Sara Webb, Sekayu – When Indonesia shifted power from the capital, Jakarta, to the regions, investors had to start dealing with a confusing constellation of districts, some business-friendly, others downright unwelcoming.

Pick the right province or region – and South Sumatra, with its rubber and palm oil plantations, plus oil, gas and coal deposits, is considered one such area – and there are huge rewards to be reaped in Southeast Asia's biggest economy.

But make the wrong choice, and investors can find that their projects stall or founder, thanks to corruption, red tape, conflicting national and local legislation, erratic power supplies, and other poor infrastructure.

"Investors want good roads, they want to be near the port, and have good infrastructure. But it's also important to be in a place where the local leader understands about good economic governance," said Erman Rahman, director for economic programs at the Asia Foundation in Jakarta.

The Asia Foundation, in conjunction with a local research agency, recently assessed and ranked 243 Indonesian districts and cities according to their business-friendliness, providing a sort of Michelin Guide for investors, domestic and foreign.

With direct elections at the district level, Indonesians can put pressure on those local governments that perform poorly, or reelect those that deliver results.

Identifying the provinces, districts, or cities with good governance is crucial for investors in a country like Indonesia, where rampant corruption and befuddling bureaucracy have long held economic growth in check.
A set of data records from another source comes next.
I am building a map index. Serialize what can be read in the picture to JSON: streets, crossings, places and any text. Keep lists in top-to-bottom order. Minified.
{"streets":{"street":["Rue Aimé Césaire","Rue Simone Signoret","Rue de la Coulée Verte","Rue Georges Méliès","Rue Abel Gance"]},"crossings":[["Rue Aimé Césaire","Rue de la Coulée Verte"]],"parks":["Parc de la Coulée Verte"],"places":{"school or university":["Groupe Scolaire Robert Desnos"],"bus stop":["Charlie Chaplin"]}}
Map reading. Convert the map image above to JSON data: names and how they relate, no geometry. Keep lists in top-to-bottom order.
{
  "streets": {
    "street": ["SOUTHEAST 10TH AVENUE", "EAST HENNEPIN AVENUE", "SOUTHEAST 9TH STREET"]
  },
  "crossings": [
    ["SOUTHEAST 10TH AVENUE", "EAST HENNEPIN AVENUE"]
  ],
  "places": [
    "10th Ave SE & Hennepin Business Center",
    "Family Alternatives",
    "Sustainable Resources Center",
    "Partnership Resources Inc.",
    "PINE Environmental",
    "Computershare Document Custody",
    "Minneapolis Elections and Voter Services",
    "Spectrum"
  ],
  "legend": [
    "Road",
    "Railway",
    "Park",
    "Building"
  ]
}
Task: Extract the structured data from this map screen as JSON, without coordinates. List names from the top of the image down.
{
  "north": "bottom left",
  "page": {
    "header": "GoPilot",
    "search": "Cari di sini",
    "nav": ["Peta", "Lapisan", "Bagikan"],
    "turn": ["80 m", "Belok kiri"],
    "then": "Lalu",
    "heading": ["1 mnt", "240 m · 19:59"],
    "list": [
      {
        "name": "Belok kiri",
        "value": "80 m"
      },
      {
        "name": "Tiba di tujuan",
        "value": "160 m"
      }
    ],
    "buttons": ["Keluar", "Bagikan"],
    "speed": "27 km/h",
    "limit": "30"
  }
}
Already, a handful of local leaders, for example in Java's Sragen district, Bali's Jembrana, and South Sumatra's Musi Banyu Asin, have acquired a reputation for improving governance, by introducing one-stop licensing systems that cut down the opportunities for graft, and by investing in infrastructure.

Thanks to the efforts of some local leaders, as well as to the anti-graft agency known by its local acronym KPK, Indonesia is beginning to make some headway in dealing with corruption, a problem that permeates almost every level of society.

Free healthcare, education

As regent of Musi Banyu Asin, Alex Noerdin used royalties from local commodities producers to fund much-needed facilities.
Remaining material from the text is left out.